Questa pandemia sta senza dubbio portando in prima pagina il dibattito sulla de-urbanizzazione. L’opportunità di riabitare le province, i paesi (parola più onesta di “borghi”, termine turistico per eccellenza) investendo finalmente in banda larga, nella pianificazione dello smartworking che non sia semplicemente telelavoro, ma reale empowerment del lavoratore. Parallelamente a questi aspetti è necessario investire per far sì che vivere in provincia sia un’opportunità anche per chi desidera fare carriera. Ma non si può fare se non sappiamo esattamente su quali risorse le periferie d’Italia, quelle svuotatasi negli ultimi decenni, possono contare.
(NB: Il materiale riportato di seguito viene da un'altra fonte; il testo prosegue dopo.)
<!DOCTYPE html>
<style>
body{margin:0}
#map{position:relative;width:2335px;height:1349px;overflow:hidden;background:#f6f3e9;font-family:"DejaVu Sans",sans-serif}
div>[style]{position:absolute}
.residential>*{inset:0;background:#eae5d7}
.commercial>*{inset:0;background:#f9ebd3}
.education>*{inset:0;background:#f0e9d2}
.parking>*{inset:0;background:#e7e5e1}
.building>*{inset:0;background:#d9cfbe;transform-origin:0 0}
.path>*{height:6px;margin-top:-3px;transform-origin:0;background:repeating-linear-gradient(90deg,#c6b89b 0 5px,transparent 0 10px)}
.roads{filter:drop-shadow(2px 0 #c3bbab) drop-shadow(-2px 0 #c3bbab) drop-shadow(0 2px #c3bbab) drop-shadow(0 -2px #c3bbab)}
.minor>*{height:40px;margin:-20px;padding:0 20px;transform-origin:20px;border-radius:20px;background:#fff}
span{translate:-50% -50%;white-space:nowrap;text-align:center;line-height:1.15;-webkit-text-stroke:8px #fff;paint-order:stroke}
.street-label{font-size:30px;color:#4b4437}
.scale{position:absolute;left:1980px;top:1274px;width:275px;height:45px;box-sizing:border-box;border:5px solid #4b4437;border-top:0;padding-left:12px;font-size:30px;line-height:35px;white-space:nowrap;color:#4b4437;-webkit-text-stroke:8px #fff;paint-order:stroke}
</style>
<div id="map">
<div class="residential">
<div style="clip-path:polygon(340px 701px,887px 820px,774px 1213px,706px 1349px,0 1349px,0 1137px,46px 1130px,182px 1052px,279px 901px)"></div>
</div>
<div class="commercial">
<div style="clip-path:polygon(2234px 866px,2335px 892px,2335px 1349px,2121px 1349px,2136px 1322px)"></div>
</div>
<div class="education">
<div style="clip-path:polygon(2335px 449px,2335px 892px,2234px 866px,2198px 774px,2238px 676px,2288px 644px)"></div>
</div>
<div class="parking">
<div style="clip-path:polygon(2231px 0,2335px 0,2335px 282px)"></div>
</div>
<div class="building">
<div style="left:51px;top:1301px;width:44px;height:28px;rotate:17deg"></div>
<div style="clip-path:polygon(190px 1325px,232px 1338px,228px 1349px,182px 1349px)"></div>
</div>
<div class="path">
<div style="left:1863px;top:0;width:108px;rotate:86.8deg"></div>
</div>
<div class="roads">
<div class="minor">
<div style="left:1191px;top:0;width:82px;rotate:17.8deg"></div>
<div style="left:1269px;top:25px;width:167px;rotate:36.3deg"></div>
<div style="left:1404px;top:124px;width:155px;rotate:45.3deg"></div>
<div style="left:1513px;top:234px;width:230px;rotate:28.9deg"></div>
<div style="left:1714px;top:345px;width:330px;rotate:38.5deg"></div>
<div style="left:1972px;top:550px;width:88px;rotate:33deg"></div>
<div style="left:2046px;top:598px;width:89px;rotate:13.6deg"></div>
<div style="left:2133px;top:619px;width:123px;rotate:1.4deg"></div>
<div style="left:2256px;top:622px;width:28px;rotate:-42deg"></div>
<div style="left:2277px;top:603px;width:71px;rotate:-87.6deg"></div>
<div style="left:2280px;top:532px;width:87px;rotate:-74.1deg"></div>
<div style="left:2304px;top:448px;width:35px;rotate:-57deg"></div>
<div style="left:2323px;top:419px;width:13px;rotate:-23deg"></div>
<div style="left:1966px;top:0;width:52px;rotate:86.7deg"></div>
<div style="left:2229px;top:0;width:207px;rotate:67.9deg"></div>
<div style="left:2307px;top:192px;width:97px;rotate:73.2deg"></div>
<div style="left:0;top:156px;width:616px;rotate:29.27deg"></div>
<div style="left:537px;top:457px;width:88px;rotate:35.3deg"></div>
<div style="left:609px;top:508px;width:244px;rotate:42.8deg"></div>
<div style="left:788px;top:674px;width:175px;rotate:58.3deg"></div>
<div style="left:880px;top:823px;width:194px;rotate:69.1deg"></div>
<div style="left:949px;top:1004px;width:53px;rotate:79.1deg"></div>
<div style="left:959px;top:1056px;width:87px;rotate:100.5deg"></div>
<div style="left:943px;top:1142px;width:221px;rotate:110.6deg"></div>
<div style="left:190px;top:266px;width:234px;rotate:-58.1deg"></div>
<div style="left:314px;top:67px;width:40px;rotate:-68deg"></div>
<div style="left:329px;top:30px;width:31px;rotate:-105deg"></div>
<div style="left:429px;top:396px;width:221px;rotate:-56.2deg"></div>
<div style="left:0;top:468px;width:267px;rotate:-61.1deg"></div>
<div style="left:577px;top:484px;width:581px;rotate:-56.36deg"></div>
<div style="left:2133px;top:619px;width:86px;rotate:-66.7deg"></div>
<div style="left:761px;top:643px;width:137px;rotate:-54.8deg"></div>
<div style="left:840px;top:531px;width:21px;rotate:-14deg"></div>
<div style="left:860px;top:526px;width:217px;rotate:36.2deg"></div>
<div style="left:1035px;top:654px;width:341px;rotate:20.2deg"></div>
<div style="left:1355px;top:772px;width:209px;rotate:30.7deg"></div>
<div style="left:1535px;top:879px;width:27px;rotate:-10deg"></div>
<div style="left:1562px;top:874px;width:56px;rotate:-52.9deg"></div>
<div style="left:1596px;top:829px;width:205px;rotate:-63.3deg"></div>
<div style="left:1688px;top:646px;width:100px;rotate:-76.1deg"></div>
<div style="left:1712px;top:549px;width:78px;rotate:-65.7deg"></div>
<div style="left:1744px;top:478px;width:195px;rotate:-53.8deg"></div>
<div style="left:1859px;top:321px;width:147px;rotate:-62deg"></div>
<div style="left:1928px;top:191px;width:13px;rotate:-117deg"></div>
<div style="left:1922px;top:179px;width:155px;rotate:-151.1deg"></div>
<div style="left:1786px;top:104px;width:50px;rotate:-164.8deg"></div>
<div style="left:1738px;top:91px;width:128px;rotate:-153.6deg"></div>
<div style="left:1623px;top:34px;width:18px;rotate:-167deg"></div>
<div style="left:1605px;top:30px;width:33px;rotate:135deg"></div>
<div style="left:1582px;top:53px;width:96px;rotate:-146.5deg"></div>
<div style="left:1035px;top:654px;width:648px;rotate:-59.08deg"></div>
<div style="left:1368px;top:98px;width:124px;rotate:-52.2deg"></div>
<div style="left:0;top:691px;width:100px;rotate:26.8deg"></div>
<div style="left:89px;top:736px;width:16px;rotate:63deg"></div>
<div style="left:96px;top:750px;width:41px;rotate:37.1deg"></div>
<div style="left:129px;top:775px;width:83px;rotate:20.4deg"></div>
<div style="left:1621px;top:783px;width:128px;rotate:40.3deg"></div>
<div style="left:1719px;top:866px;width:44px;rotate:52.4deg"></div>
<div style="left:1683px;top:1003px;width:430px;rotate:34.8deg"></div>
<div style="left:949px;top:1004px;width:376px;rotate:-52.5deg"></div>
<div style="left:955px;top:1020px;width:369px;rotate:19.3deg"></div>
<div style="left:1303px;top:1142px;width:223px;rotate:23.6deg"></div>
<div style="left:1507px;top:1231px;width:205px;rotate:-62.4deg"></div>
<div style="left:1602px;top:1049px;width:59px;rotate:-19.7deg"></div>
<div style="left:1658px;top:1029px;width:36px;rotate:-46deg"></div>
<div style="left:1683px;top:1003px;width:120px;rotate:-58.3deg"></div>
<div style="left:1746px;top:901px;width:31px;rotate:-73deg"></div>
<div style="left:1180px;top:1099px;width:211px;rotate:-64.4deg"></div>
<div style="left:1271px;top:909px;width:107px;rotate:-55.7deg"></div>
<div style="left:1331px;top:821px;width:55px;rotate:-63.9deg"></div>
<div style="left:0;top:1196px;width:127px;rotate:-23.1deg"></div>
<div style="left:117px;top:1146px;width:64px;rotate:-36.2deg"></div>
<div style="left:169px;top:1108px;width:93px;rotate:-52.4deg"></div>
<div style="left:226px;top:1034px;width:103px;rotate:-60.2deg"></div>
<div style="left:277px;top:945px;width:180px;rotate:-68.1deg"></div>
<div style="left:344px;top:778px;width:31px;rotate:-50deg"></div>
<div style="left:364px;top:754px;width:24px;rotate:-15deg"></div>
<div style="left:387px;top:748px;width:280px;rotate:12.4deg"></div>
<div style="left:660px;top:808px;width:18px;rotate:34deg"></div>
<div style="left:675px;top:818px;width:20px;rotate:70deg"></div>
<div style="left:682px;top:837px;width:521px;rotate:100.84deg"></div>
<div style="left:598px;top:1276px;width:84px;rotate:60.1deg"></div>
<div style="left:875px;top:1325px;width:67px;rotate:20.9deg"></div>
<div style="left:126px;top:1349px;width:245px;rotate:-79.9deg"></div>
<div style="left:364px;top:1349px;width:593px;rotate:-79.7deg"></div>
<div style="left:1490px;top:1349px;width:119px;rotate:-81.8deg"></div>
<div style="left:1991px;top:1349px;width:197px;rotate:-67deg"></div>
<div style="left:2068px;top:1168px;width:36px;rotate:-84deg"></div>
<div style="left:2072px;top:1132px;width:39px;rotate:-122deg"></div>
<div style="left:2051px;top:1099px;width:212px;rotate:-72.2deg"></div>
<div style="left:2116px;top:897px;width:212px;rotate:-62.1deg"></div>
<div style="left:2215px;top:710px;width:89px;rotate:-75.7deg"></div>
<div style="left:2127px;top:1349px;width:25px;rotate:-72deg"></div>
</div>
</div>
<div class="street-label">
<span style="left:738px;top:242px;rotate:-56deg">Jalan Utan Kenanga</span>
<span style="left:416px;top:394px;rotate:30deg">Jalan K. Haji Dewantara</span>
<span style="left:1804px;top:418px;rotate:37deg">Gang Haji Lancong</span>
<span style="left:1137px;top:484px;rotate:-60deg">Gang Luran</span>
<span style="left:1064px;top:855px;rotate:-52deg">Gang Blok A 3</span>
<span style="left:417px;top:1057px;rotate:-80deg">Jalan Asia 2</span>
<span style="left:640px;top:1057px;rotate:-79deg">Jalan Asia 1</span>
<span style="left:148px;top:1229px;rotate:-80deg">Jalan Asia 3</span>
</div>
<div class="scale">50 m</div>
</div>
Ebbene, nel 2018 tutte le province italiane, tranne sei (Bolzano, Isernia, Vibo Valentia, Gorizia, Aosta e Imperia), hanno visto per esempio donne laureate in ingegneria. E soprattutto, il sud non è da meno rispetto al nord, se consideriamo le province di residenza. 3.674 neolaureate in ingegneria su 9.525 (molte laureate non hanno indicato la provincia di residenza) vengono dal sud, 4.074 dalle province settentrionali, e 1.777 dalle 4 regioni centrali. Napoli è la seconda città dopo Roma per numero di neoingegnere (triennali e magistrali), staccando Milano di oltre 300 unità e presentando un numero di laureate doppio rispetto al Torino. Seguono Bari e Salerno. Fra le prime 20 province italiane per numero di neolaureate in ingegneria, 8 risiedono al sud.
Ma quante di queste ragazze rimarranno al Sud, o comunque nella propria provincia, per lavorare e vivere?